[TURIN, ITALY] Science is struggling to keep up with the increasing worldwide demand for rigorous tests for genetically modified organisms, the fourth EuroScience Open Forum, in Turin, heard yesterday (6 July).
Testing for the presence of very low levels of genetically modified organisms (GMO) in foods is posing several challenges, from choosing appropriate sampling procedures and detection methods to resolving uncertainties in the interpretation of results, especially those close to permitted levels, experts said.
The development and cultivation of genetically modified (GM) crops is on the rise with about 125 million hectares planted in 25 countries in 2008. But approval processes for marketing GM products vary from country to country, which affects the international trade in foods.
"There are difficulties in coming up with a detection method that is applicable across all laboratories," said Emilio Rodrigues Cerezo, a researcher at the Institute for Prospective Technological Studies, Spain.
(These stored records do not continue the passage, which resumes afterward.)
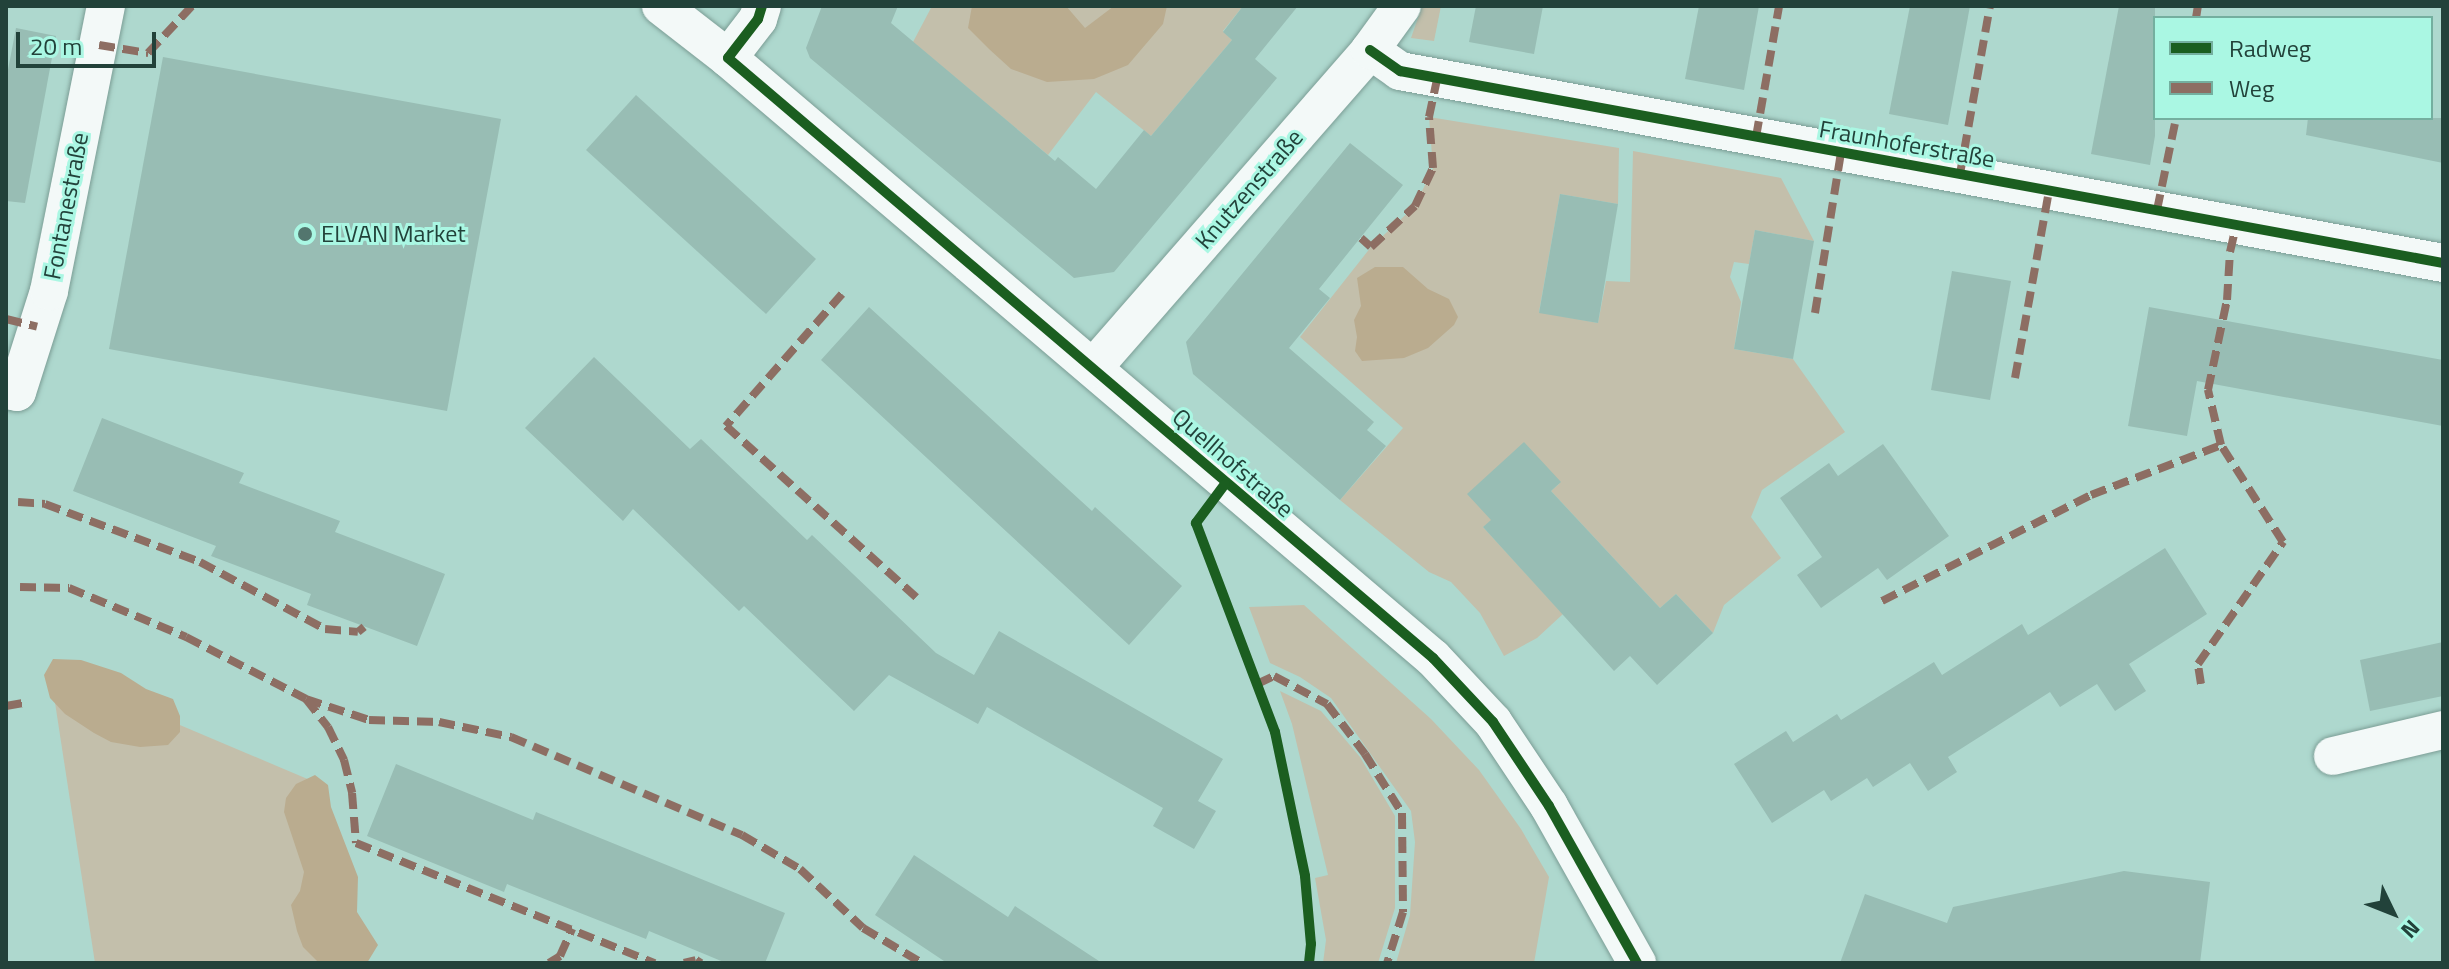 <!DOCTYPE html>
<meta charset="utf-8">
<style>
body{margin:0}
#map{position:relative;width:2449px;height:969px;overflow:hidden;background:#aed8ce;font-family:"Titillium Web",sans-serif}
div>[style]{position:absolute}
.green>*{inset:0;background:#c3bfab}
.forest>*{inset:0;background:#baac8f}
.building>*{inset:0;background:#98bdb4}
.roads{filter:drop-shadow(0 0 2px #7b9d95) drop-shadow(0 0 2px #7b9d95)}
.minor>*{height:38px;margin:-19px;padding:0 19px;transform-origin:19px;border-radius:19px;background:#f3f9f8}
.quiet>*{height:8px;margin-top:-4px;transform-origin:0;background:repeating-linear-gradient(90deg,#8d6e63 0 16px,transparent 0 24px)}
.cycleway>*{height:10px;margin:-5px;padding:0 5px;transform-origin:5px;border-radius:5px;background:#1b5e20}
.dots>*{width:22px;height:22px;translate:-50% -50%;box-sizing:border-box;border:4px solid #aaf7e3;border-radius:50%}
span{translate:-50% -50%;white-space:nowrap;text-align:center;line-height:1.15;-webkit-text-stroke:6px #aaf7e3;paint-order:stroke}
.street-label{font-size:24px;color:#22423a}
.poi-label{font-size:24px;color:#22423a}
.left{translate:0 -50%;text-align:left}
.frame{position:absolute;inset:0;border:8px solid #22423a;pointer-events:none}
.legend{position:absolute;left:2153px;top:16px;width:280px;height:104px;box-sizing:border-box;background:#aaf7e3;border:2px solid #74af9f;margin:0;padding:10px 14px;list-style:none;font-size:24px;color:#22423a}
.legend li{display:flex;align-items:center;gap:16px;height:40px}
.legend b{width:40px;border:2px solid #74af9f}
.north{position:absolute;left:2353px;top:873px;width:80px;height:80px;-webkit-text-stroke:6px #aaf7e3;paint-order:stroke;rotate:133deg;font-size:22px;font-weight:700;line-height:32px;text-align:center;color:#22423a}
.north::after{content:'';display:block;margin:auto;width:28px;height:36px;background:#22423a;clip-path:polygon(50% 0,100% 100%,50% 72%,0 100%)}
.scale{position:absolute;left:16px;top:32px;width:140px;height:36px;box-sizing:border-box;border:4px solid #22423a;border-top:0;padding-left:10px;font-size:24px;line-height:28px;white-space:nowrap;color:#22423a;-webkit-text-stroke:6px #aaf7e3;paint-order:stroke}
</style>
<div id="map">
<div class="green">
<i style="clip-path:polygon(932px 6px,1243px 6px,1223px 31px,1232px 40px,1151px 136px,1096px 92px,1048px 155px,913px 42px)"></i>
<i style="clip-path:polygon(1422px 6px,1441px 6px,1434px 41px,1411px 38px)"></i>
<i style="clip-path:polygon(1429px 117px,1619px 148px,1618px 204px,1560px 194px,1539px 312px,1598px 323px,1606px 281px,1630px 282px,1633px 151px,1781px 178px,1814px 241px,1755px 230px,1749px 264px,1734px 262px,1730px 277px,1741px 302px,1734px 349px,1793px 359px,1845px 432px,1762px 490px,1751px 517px,1781px 558px,1724px 605px,1713px 633px,1676px 594px,1660px 608px,1551px 491px,1560px 483px,1483px 527px,1563px 614px,1537px 638px,1504px 656px,1480px 613px,1451px 582px,1429px 572px,1340px 500px,1403px 428px,1300px 337px,1371px 247px,1415px 206px,1433px 168px)"></i>
<i style="clip-path:polygon(1304px 605px,1431px 719px,1479px 770px,1521px 829px,1549px 877px,1534px 963px,1396px 963px,1410px 915px,1415px 842px,1411px 811px,1331px 698px,1300px 677px,1270px 663px,1249px 607px)"></i>
<i style="clip-path:polygon(50px 670px,317px 783px,338px 963px,95px 963px)"></i>
<i style="clip-path:polygon(1280px 691px,1321px 711px,1360px 757px,1395px 816px,1395px 908px,1378px 963px,1323px 963px,1326px 940px,1315px 878px,1328px 875px,1292px 724px)"></i>
</div>
<div class="forest">
<i style="clip-path:polygon(972px 6px,1066px 6px,1085px 28px,1114px 6px,1167px 6px,1163px 24px,1128px 65px,1094px 79px,1047px 82px,1011px 69px,989px 49px,968px 28px)"></i>
<i style="clip-path:polygon(1375px 267px,1403px 267px,1428px 289px,1449px 299px,1458px 317px,1454px 325px,1428px 348px,1404px 358px,1362px 361px,1355px 351px,1357px 337px,1354px 320px,1361px 306px,1357px 278px)"></i>
<i style="clip-path:polygon(53px 659px,81px 660px,121px 673px,146px 689px,173px 699px,180px 716px,180px 732px,168px 745px,140px 747px,111px 742px,94px 733px,65px 714px,50px 698px,44px 675px)"></i>
<i style="clip-path:polygon(315px 775px,328px 785px,331px 807px,358px 877px,357px 912px,378px 945px,367px 963px,319px 963px,303px 947px,297px 931px,291px 905px,300px 891px,304px 872px,284px 812px,286px 798px,296px 784px)"></i>
</div>
<div class="building">
<i style="clip-path:polygon(822px 6px,898px 6px,891px 23px,1055px 161px,1058px 157px,1096px 189px,1144px 130px,1151px 136px,1232px 40px,1223px 32px,1243px 6px,1298px 6px,1255px 59px,1277px 78px,1114px 272px,1074px 278px,810px 58px,806px 48px)"></i>
<i style="clip-path:polygon(1476px 6px,1543px 6px,1534px 54px,1469px 42px)"></i>
<i style="clip-path:polygon(1699px 6px,1759px 6px,1744px 90px,1685px 79px)"></i>
<i style="clip-path:polygon(1910px 6px,1970px 6px,1948px 125px,1889px 114px)"></i>
<i style="clip-path:polygon(2119px 6px,2155px 6px,2155px 136px,2150px 165px,2091px 154px)"></i>
<i style="clip-path:polygon(16px 28px,56px 36px,25px 203px,6px 201px,6px 80px)"></i>
<i style="clip-path:polygon(163px 57px,501px 119px,447px 411px,109px 349px)"></i>
<i style="clip-path:polygon(636px 95px,816px 259px,766px 314px,586px 150px)"></i>
<i style="clip-path:polygon(2308px 118px,2443px 118px,2443px 163px,2306px 135px)"></i>
<i style="clip-path:polygon(1350px 143px,1403px 185px,1319px 289px,1330px 298px,1289px 348px,1374px 422px,1367px 430px,1386px 446px,1340px 500px,1193px 374px,1186px 342px)"></i>
<i style="clip-path:polygon(1560px 194px,1618px 204px,1598px 323px,1539px 313px)"></i>
<i style="clip-path:polygon(1755px 230px,1814px 241px,1793px 359px,1734px 349px)"></i>
<i style="clip-path:polygon(1952px 271px,2011px 281px,1990px 400px,1931px 390px)"></i>
<i style="clip-path:polygon(869px 307px,1092px 511px,1095px 507px,1182px 586px,1129px 645px,821px 360px)"></i>
<i style="clip-path:polygon(2149px 307px,2443px 360px,2443px 426px,2197px 381px,2187px 436px,2128px 426px)"></i>
<i style="clip-path:polygon(594px 357px,690px 449px,701px 439px,807px 540px,812px 535px,936px 653px,974px 675px,999px 631px,1223px 759px,1198px 801px,1216px 811px,1194px 849px,1153px 826px,1163px 808px,987px 707px,978px 724px,889px 675px,854px 711px,744px 606px,739px 611px,633px 509px,623px 521px,525px 428px)"></i>
<i style="clip-path:polygon(102px 418px,244px 473px,239px 483px,340px 521px,335px 532px,445px 574px,417px 646px,307px 605px,311px 594px,211px 556px,216px 546px,73px 491px)"></i>
<i style="clip-path:polygon(1524px 442px,1561px 482px,1551px 491px,1660px 608px,1676px 594px,1713px 633px,1657px 685px,1630px 656px,1614px 671px,1483px 527px,1491px 520px,1467px 494px)"></i>
<i style="clip-path:polygon(1883px 444px,1949px 536px,1887px 580px,1878px 568px,1821px 608px,1797px 575px,1822px 557px,1780px 498px,1829px 463px,1838px 476px)"></i>
<i style="clip-path:polygon(2165px 548px,2207px 614px,2129px 664px,2146px 691px,2115px 711px,2097px 684px,2060px 707px,2050px 692px,1948px 757px,1957px 772px,1928px 791px,1910px 763px,1873px 787px,1867px 778px,1831px 801px,1824px 790px,1772px 823px,1734px 764px,1786px 731px,1793px 742px,1837px 714px,1841px 720px,1934px 662px,1942px 675px,2022px 624px,2028px 635px)"></i>
<i style="clip-path:polygon(2443px 642px,2443px 696px,2370px 711px,2360px 660px)"></i>
<i style="clip-path:polygon(396px 764px,533px 820px,536px 812px,785px 913px,765px 963px,726px 963px,649px 931px,646px 939px,507px 884px,504px 892px,367px 836px)"></i>
<i style="clip-path:polygon(914px 855px,1008px 917px,1015px 906px,1102px 963px,947px 963px,875px 915px)"></i>
<i style="clip-path:polygon(2124px 871px,2210px 882px,2200px 963px,1840px 963px,1865px 894px,1947px 923px,1953px 907px)"></i>
</div>
<div class="roads">
<div class="minor">
<i style="left:661px;top:6px;width:85px;rotate:37.8deg"></i>
<i style="left:728px;top:58px;width:926px;rotate:40.4deg"></i>
<i style="left:1433px;top:658px;width:88px;rotate:46.8deg"></i>
<i style="left:1493px;top:722px;width:101px;rotate:56.3deg"></i>
<i style="left:1549px;top:806px;width:180px;rotate:60.7deg"></i>
<i style="left:1370px;top:50px;width:37px;rotate:35deg"></i>
<i style="left:1400px;top:71px;width:1061px;rotate:10.43deg"></i>
<i style="left:728px;top:58px;width:49px;rotate:-52.4deg"></i>
<i style="left:758px;top:19px;width:14px;rotate:-73deg"></i>
<i style="left:1093px;top:368px;width:422px;rotate:-48.9deg"></i>
<i style="left:1370px;top:50px;width:54px;rotate:-54deg"></i>
<i style="left:6px;top:390px;width:11px;rotate:10deg"></i>
<i style="left:17px;top:392px;width:106px;rotate:-72.4deg"></i>
<i style="left:49px;top:291px;width:291px;rotate:-78.7deg"></i>
<i style="left:2333px;top:756px;width:113px;rotate:-13.3deg"></i>
</div>
</div>
<div class="quiet">
<i style="left:2196px;top:18px;width:12px;rotate:-81deg"></i>
<i style="left:99px;top:45px;width:50px;rotate:9.3deg"></i>
<i style="left:148px;top:53px;width:64px;rotate:-46.9deg"></i>
<i style="left:1756px;top:137px;width:133px;rotate:-80deg"></i>
<i style="left:1960px;top:174px;width:171px;rotate:-79.9deg"></i>
<i style="left:2157px;top:210px;width:94px;rotate:-78.3deg"></i>
<i style="left:1361px;top:238px;width:13px;rotate:42deg"></i>
<i style="left:1371px;top:247px;width:60px;rotate:-43deg"></i>
<i style="left:1415px;top:206px;width:42px;rotate:-64.7deg"></i>
<i style="left:1433px;top:168px;width:51px;rotate:-94.5deg"></i>
<i style="left:1429px;top:117px;width:40px;rotate:-78deg"></i>
<i style="left:842px;top:294px;width:176px;rotate:131.3deg"></i>
<i style="left:726px;top:426px;width:256px;rotate:42deg"></i>
<i style="left:1815px;top:313px;width:163px;rotate:-80.8deg"></i>
<i style="left:6px;top:319px;width:32px;rotate:14deg"></i>
<i style="left:2015px;top:378px;width:191px;rotate:-79.7deg"></i>
<i style="left:18px;top:502px;width:27px;rotate:4deg"></i>
<i style="left:45px;top:504px;width:165px;rotate:20.5deg"></i>
<i style="left:200px;top:562px;width:142px;rotate:28.2deg"></i>
<i style="left:325px;top:629px;width:33px;rotate:5deg"></i>
<i style="left:358px;top:632px;width:8px;rotate:-40deg"></i>
<i style="left:20px;top:587px;width:49px;rotate:1.2deg"></i>
<i style="left:69px;top:588px;width:127px;rotate:22.7deg"></i>
<i style="left:186px;top:637px;width:135px;rotate:27.3deg"></i>
<i style="left:306px;top:699px;width:66px;rotate:18.4deg"></i>
<i style="left:369px;top:720px;width:70px;rotate:1.6deg"></i>
<i style="left:439px;top:722px;width:74px;rotate:11.8deg"></i>
<i style="left:511px;top:737px;width:251px;rotate:23deg"></i>
<i style="left:742px;top:835px;width:67px;rotate:30.4deg"></i>
<i style="left:800px;top:869px;width:86px;rotate:43.1deg"></i>
<i style="left:863px;top:928px;width:69px;rotate:30.7deg"></i>
<i style="left:1882px;top:601px;width:234px;rotate:-26.9deg"></i>
<i style="left:2091px;top:495px;width:139px;rotate:-21deg"></i>
<i style="left:1257px;top:684px;width:19px;rotate:-25deg"></i>
<i style="left:1274px;top:676px;width:60px;rotate:27.8deg"></i>
<i style="left:1327px;top:704px;width:63px;rotate:52.8deg"></i>
<i style="left:1365px;top:754px;width:70px;rotate:57.9deg"></i>
<i style="left:1402px;top:813px;width:99px;rotate:89.4deg"></i>
<i style="left:1403px;top:912px;width:53px;rotate:107.4deg"></i>
<i style="left:2201px;top:684px;width:20px;rotate:-99deg"></i>
<i style="left:2198px;top:664px;width:149px;rotate:-55.1deg"></i>
<i style="left:2283px;top:542px;width:115px;rotate:-122.6deg"></i>
<i style="left:2221px;top:445px;width:57px;rotate:-103.3deg"></i>
<i style="left:2208px;top:390px;width:92px;rotate:-78.1deg"></i>
<i style="left:2227px;top:300px;width:48px;rotate:-86.4deg"></i>
<i style="left:2230px;top:252px;width:28px;rotate:-77deg"></i>
<i style="left:306px;top:699px;width:36px;rotate:52deg"></i>
<i style="left:328px;top:727px;width:37px;rotate:64deg"></i>
<i style="left:344px;top:760px;width:34px;rotate:76deg"></i>
<i style="left:352px;top:793px;width:50px;rotate:85.4deg"></i>
<i style="left:356px;top:843px;width:322px;rotate:21.9deg"></i>
<i style="left:6px;top:706px;width:23px;rotate:-10deg"></i>
<i style="left:549px;top:963px;width:13px;rotate:-32deg"></i>
<i style="left:560px;top:956px;width:30px;rotate:-66deg"></i>
<i style="left:684px;top:963px;width:12px;rotate:-14deg"></i>
<i style="left:696px;top:960px;width:6px;rotate:31deg"></i>
</div>
<div class="cycleway">
<i style="left:762px;top:6px;width:14px;rotate:107deg"></i>
<i style="left:758px;top:19px;width:49px;rotate:127.6deg"></i>
<i style="left:728px;top:58px;width:926px;rotate:40.4deg"></i>
<i style="left:1433px;top:658px;width:88px;rotate:46.8deg"></i>
<i style="left:1493px;top:722px;width:101px;rotate:56.3deg"></i>
<i style="left:1549px;top:806px;width:180px;rotate:60.7deg"></i>
<i style="left:1370px;top:50px;width:37px;rotate:35deg"></i>
<i style="left:1400px;top:71px;width:1061px;rotate:10.43deg"></i>
<i style="left:1225px;top:484px;width:49px;rotate:126.6deg"></i>
<i style="left:1196px;top:523px;width:223px;rotate:69.3deg"></i>
<i style="left:1275px;top:732px;width:147px;rotate:78.2deg"></i>
<i style="left:1305px;top:876px;width:68px;rotate:85deg"></i>
<i style="left:1311px;top:944px;width:19px;rotate:96deg"></i>
</div>
<div class="dots">
<i style="left:305px;top:234px;background:#53766e"></i>
</div>
<div class="street-label">
<span style="left:1907px;top:144px;rotate:10deg">Fraunhoferstraße</span>
<span style="left:1249px;top:189px;rotate:-49deg">Knutzenstraße</span>
<span style="left:66px;top:206px;rotate:-79deg">Fontanestraße</span>
<span style="left:1233px;top:463px;rotate:41deg">Quellhofstraße</span>
</div>
<div class="poi-label">
<span class="left" style="left:321px;top:234px">ELVAN Market</span>
</div>
<div class="frame"></div>
<ul class="legend">
<li><b style="height:10px;background:#1b5e20"></b>Radweg</li>
<li><b style="height:10px;background:#8d6e63"></b>Weg</li>
</ul>
<div class="north">N</div>
<div class="scale">20 m</div>
</div>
This means that although some countries, such as those in the European Union (EU), have banned the import of GMOs, small levels could still reach them from countries with more relaxed testing methods.
Countries worldwide are increasingly calling for reliable and comparable testing and approval processes, which are difficult to achieve, experts said at the meeting.
"The theory of GMO testing has been developed but its actual practice is proving to be challenging," Guy van den Eede, a researcher at the EU's Joint Research Council, told SciDev.Net.
Claudia Paoletti, a senior scientist at the GMO unit of the European Food Safety Authority, said that more research is needed on the genetic variations that can occur within samples of specific GM products, which requires complicated sampling protocols which themselves create various sampling errors.
"It is not only important to know how many samples are being tested but also how they have been taken," Paoletti said. "We need to find the balance between good science and time and financial constraints."
Arne Holst-Jensen, a researcher at the National Veterinary Institute, Norway, said that GMO testing can detect the modified genetic material, the protein the new gene codes for, or how that protein is expressed as a specific trait.
But even if a gene is present it does not always produce the target protein — or it can produce varying amounts of the protein, which might not manifest themselves in a detectable trait, Holst-Jensen said.